Dans une telle situation, supposez la France douée du tempérament d’égoïsme, de calcul, et de cupidité d’une Prusse, elle se fût résignée à la défaite des autres et n’eût songé qu’à se relever de la sienne ; elle eût laissé les Allemands joués, les Italiens et les Slaves opprimés, se débattre avec leurs rois despotiques, et elle n’eût pensé qu’à étendre, puis à fermer ses frontières ouvertes ; elle n’eût pas prêté l’oreille à la plainte des malheureux de l’Europe, elle n’eût été attentive qu’aux intérêts prochains de son ambition ; elle n’eût regardé au dehors de son territoire que pour chercher des alliés disposés à aider une entreprise de revanche : elle les eût trouvés.

Elle ne se serait pas arrêtée un instant à la chimère de l’union nécessaire des races latines. Ceux qui parlent des idiomes dérivés du latin ne sont pas des Latins. La langue n’est pas l’indice certain de la race. Ainsi « les Anglais qu’on appelle Anglo-Saxons à cause de leur idiome, sont un mélange très varié, où le primitif fond breton est bien fort, et plus fort encore un élément dont on ne parle pas, les immenses émigrations de la Flandre industrielle de 1200 à 1500, les émigrations hollandaises des XVIIe et XVIIIe siècles[1] ». De même les Français en très grande majorité sont des Celtes avec peu d’élémens romains ; jusque dans la portion la plus méridionale, au-dessous de la surface romaine, persiste le fond autochtone modifié par la culture phénicienne et ionienne. L’Espagnol est un Ibère, un Maure, un Vandale, un Carthaginois autant qu’un Latin.
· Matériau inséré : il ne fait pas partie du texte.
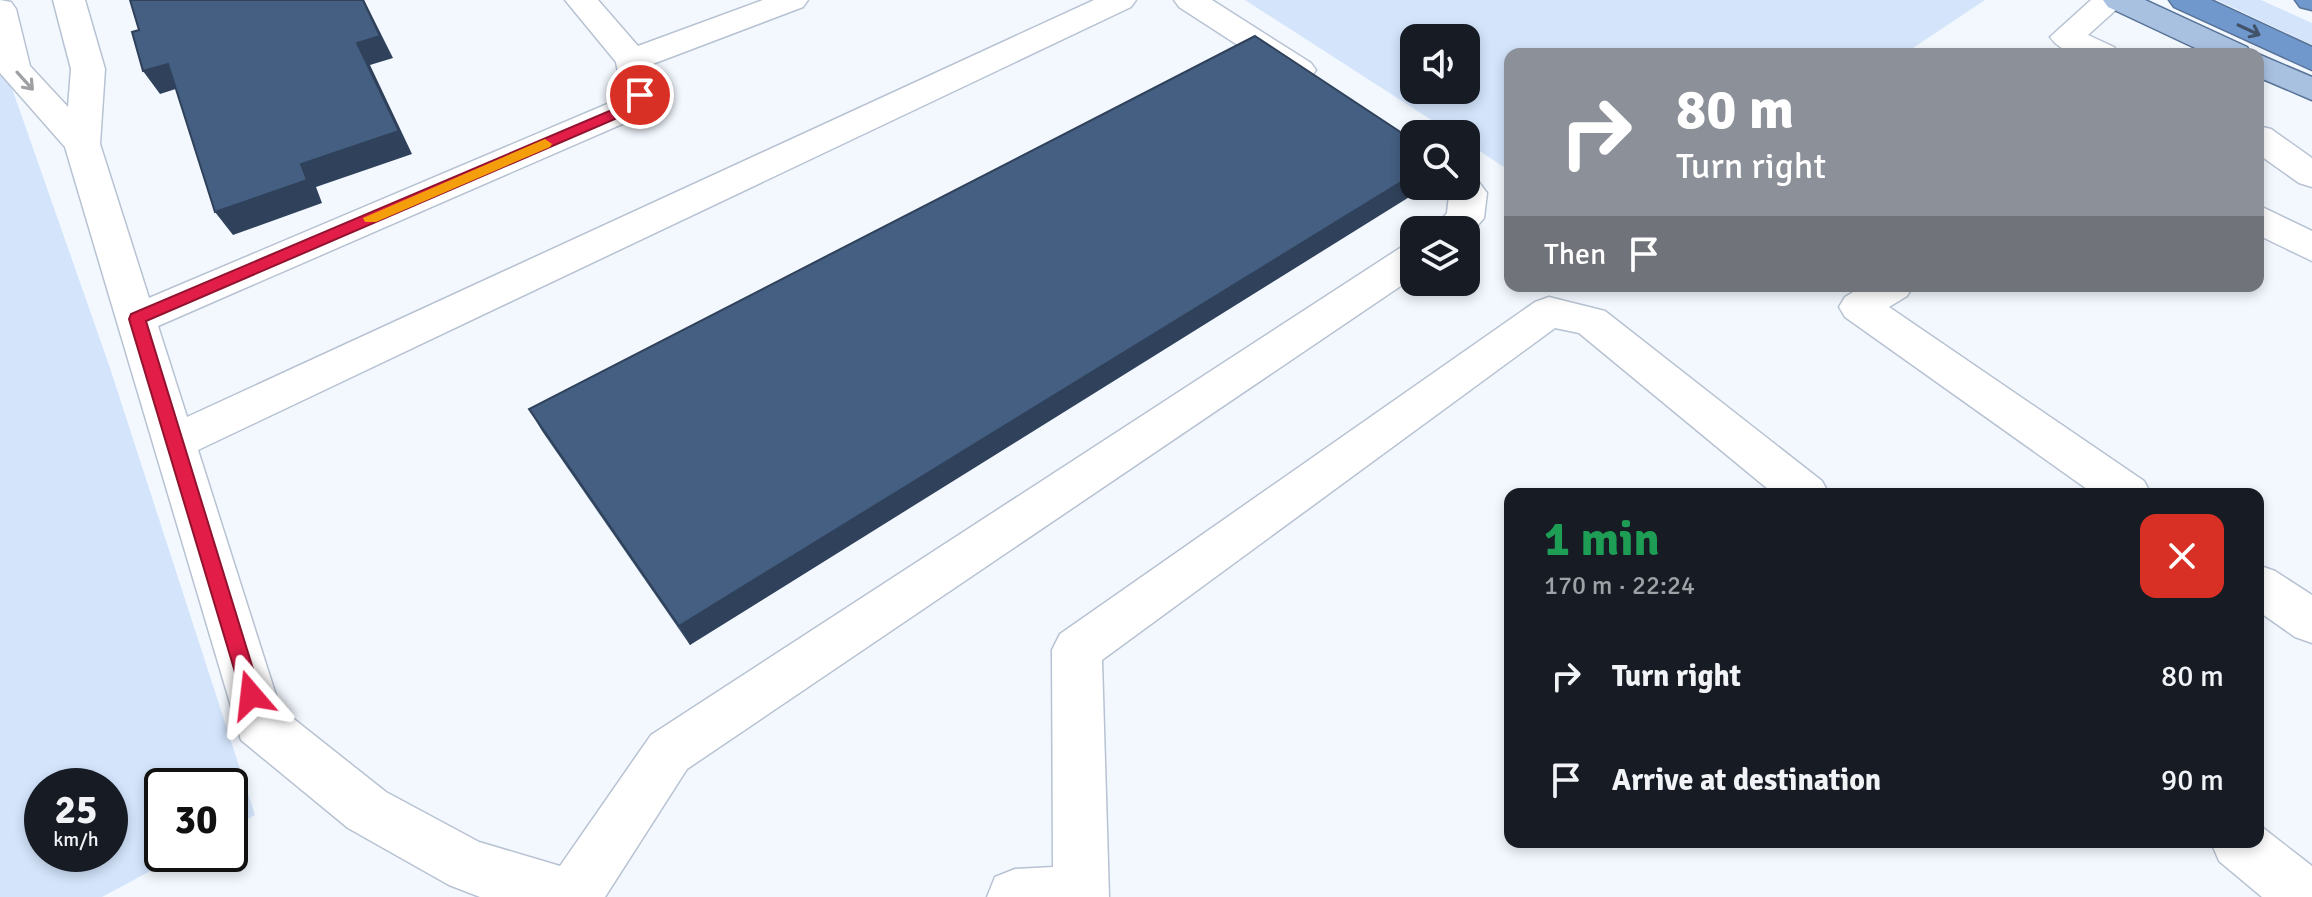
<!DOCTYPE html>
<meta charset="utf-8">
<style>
:root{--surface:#171b24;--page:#20242c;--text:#f1f3f6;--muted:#9ea1a6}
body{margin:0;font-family:Signika,sans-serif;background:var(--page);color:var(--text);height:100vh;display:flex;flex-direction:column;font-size:30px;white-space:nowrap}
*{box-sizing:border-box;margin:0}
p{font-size:26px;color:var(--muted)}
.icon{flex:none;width:44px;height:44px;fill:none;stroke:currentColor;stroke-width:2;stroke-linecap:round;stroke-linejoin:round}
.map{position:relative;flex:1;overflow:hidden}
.side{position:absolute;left:1504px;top:488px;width:760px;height:360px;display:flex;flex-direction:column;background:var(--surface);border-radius:16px;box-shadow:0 4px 12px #0003}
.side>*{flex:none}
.banner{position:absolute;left:1504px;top:48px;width:760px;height:244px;border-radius:16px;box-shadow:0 4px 12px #0003;background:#8c9099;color:#fff;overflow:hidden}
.controls{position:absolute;left:1400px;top:24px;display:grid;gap:16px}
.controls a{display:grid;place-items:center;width:80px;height:80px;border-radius:16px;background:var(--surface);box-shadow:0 4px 12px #0003;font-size:40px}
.speed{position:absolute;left:24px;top:768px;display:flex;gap:16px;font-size:40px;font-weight:700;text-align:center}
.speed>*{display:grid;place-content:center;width:104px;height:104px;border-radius:50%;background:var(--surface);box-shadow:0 4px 12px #0003;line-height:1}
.speed small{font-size:20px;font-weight:400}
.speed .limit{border:4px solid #111;border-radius:12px;background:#fff;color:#111}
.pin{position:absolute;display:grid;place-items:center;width:68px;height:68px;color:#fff;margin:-34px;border:4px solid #fff;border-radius:50%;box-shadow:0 2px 8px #0007}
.me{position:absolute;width:88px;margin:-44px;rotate:343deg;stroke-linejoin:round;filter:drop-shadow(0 0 6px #0008)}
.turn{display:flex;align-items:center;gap:28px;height:168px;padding:0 40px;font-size:36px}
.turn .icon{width:104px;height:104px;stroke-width:2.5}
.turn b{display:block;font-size:56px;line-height:68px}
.then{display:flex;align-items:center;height:76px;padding:0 40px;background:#0003;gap:16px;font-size:30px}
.round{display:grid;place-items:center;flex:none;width:84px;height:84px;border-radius:16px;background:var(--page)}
.overview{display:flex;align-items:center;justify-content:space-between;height:136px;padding:0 40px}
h1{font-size:48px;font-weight:700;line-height:60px;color:#1e9e55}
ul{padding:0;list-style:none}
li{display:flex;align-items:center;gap:24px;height:104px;padding:0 40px}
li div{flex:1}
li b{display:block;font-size:30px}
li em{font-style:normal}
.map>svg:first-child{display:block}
.green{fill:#d3e4fb;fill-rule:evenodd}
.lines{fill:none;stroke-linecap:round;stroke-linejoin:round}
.minor-casing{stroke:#b7c2d2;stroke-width:3}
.major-casing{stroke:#577397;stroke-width:3}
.highway-casing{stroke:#577397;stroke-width:3}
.minor{fill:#fff;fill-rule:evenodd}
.major{fill:#a9c1e1;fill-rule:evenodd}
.highway{fill:#7098cd;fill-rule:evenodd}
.wall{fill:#3a5270}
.shaded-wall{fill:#30425b}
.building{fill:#445f82;stroke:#30425b;stroke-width:2}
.oneway{stroke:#415269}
.oneway2{stroke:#9ea0a3}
.route{fill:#e11d48;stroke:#92132f;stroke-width:2}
.slow{fill:#f59e0b}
</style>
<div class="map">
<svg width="2312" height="897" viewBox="0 0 2312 897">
<rect width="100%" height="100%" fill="#f3f8ff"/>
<path class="green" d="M 1245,0 L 1985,0 L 1904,54 L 1510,54 L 1510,171 L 1466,142 L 1466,134 L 1453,134 ZM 1414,38 L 1466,38 L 1466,90 L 1414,90 Z
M 2217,0 L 2261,0 L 2312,23 L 2312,45 Z
M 0,54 L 110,368 L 255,815 L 230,828 L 230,786 L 162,786 L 162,854 L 182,854 L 102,897 L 0,897 ZM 42,786 L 110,786 L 110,854 L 42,854 Z"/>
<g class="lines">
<defs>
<path id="minor" d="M 0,0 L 11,2 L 16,9 L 30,66 L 68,107 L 71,69 L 53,0 L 85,0 L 105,69 L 100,144 L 149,298 L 612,102 L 622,93 L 616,62 L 565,0 L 598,0 L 638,46 L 763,0 L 808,0 L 803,7 L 650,65 L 657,95 L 636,118 L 158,326 L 187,417 L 1094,0 L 1136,0 L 1131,7 L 198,450 L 280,708 L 386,792 L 479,842 L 560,866 L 651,735 L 1400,248 L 1414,245 L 1414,277 L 687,769 L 605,897 L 480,897 L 449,885 L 348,828 L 241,740 L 65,147 L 0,73 Z
M 1174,0 L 1212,0 L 1311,63 L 1316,70 L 1311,77 L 1299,80 L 1287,77 L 1179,7 Z
M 2091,0 L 2127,0 L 2088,35 L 2114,47 L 2119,54 C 2095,54 2065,59 2050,37 Z
M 2258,126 L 2271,129 L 2312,158 L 2312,187 L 2299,183 L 2258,154 Z
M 1466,175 L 1475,177 L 1487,193 L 1484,218 L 1466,239 L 1466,230 L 1433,230 L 1447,213 L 1449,195 L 1444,186 L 1466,186 Z
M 2258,205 L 2312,231 L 2312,261 L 2258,235 Z
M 1863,286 L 1913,286 L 1907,296 L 1889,307 L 2144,481 L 2151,494 L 2094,494 L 1845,317 L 1839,307 L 1845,297 Z
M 1549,297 L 1605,311 L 1822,481 L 1829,494 L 1774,494 L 1579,333 L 1555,328 L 1102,660 L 1109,897 L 987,897 L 995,877 L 1015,869 L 1053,867 L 1052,650 L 1060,634 L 1535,302 Z
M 2258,565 L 2275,571 L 2312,595 L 2312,643 L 2295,637 L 2258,611 Z
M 2258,824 L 2312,866 L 2312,897 L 2262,897 L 2219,861 L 2211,842 L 2258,842 Z"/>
<path id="major" d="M 2103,0 L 2145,0 L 2247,47 L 2252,54 L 2208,54 L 2108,7 Z
M 2258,54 L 2312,77 L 2312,100 L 2258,77 Z"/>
<path id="highway" d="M 2169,0 L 2211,0 L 2312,47 L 2312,70 L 2174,7 Z
M 2295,0 L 2312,0 L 2312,10 L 2300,7 Z"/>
</defs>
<use href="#minor" class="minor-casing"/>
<use href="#major" class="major-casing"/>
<use href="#highway" class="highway-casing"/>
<use href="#minor" class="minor"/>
<use href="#major" class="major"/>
<use href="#highway" class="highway"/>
</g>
<path class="wall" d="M 1255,36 L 690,645 L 542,431 L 529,409 Z"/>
<path class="shaded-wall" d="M 363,0 L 364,0 L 393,58 L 370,65 L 412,154 L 316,187 L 322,203 L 233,235 L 215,212 L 301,164 L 357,43 Z
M 168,64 L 185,86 L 160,94 L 143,71 Z
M 1414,174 L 1414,186 L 1427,186 L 690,645 L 679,626 Z"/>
<path class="building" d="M 130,0 L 363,0 L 380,36 L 357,43 L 399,131 L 301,164 L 307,180 L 215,212 L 168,64 L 143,71 L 132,32 L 139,30 Z
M 1255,36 L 1414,141 L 1414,174 L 679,626 L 529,409 Z"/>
<defs><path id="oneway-shaft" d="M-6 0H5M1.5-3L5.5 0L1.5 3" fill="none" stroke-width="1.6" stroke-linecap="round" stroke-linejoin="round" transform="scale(2)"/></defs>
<use class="oneway" href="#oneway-shaft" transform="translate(2249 30) rotate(25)"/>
<use class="oneway2" href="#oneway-shaft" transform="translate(25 81) rotate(48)"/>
<path class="route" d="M 635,92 L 648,95 L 629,113 L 146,321 L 261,695 L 258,702 L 251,705 L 244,702 L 129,319 L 131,314 L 619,107 Z"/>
<path class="slow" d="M 545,139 L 552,144 L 550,147 L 376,222 L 365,222 L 363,218 Z"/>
</svg>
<div class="controls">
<a><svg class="icon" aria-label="sound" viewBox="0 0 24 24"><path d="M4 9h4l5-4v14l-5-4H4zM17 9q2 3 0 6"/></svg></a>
<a><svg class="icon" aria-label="search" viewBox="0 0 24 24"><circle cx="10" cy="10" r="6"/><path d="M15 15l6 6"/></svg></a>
<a><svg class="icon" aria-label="layers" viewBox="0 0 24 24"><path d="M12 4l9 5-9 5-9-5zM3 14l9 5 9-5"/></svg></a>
</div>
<div class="speed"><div>25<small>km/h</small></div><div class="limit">30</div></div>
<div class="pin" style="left:640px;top:95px;background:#d93025"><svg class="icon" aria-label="arrive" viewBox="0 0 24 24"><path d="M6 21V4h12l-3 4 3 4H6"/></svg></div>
<svg class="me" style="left:251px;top:695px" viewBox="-20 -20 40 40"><path d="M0-17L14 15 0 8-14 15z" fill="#e11d48" stroke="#fff" stroke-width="4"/></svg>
<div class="banner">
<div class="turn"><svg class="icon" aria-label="right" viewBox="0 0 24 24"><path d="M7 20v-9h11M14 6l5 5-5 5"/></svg><div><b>80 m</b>Turn right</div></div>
<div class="then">Then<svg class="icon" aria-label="arrive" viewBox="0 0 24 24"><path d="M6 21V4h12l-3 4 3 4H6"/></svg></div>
</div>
<section class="side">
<div class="overview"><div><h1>1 min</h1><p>170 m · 22:24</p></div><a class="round" style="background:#d93025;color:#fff"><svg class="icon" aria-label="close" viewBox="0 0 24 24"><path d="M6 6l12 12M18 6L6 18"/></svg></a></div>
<ul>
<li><svg class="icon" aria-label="right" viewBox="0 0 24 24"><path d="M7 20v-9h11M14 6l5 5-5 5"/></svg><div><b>Turn right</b></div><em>80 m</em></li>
<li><svg class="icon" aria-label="arrive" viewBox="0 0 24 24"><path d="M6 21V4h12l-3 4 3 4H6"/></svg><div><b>Arrive at destination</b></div><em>90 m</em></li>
</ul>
</section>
</div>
L’alliance ne s’impose pas aux Italiens, aux Espagnols, aux Français, en vertu de la race : entre eux comme entre tous les autres peuples, elle ne saurait naître que des convenances politiques et de la communauté des desseins.

Quelle convenance nous eût alors rapprochés de l’Italie ? quel dessein pouvions-nous poursuivre en commun ? Réduite à la vie des molles voluptés, simple province autrichienne, riche en policiers et en gendarmes, pauvre en soldats, que pouvait-elle nous donner, si ce n’est, avec les enchantemens mélodieux de son Cimarosa ou de son Rossini, les jours faciles et sourians de ses villes, les mélancolies augustes de ses ruines, triomphantes, dans ses champs et sur ses collines de la féroce activité de renouvellement de la nature. Ceux qui se souvenaient des destinées antiques ou qui en rêvaient de nouvelles cherchaient qui viendrait les délivrer ; ils attendaient de l’aide et n’en pouvaient offrir à personne.

  1. Michelet, la France devant l’Europe, 1870. ch. XI.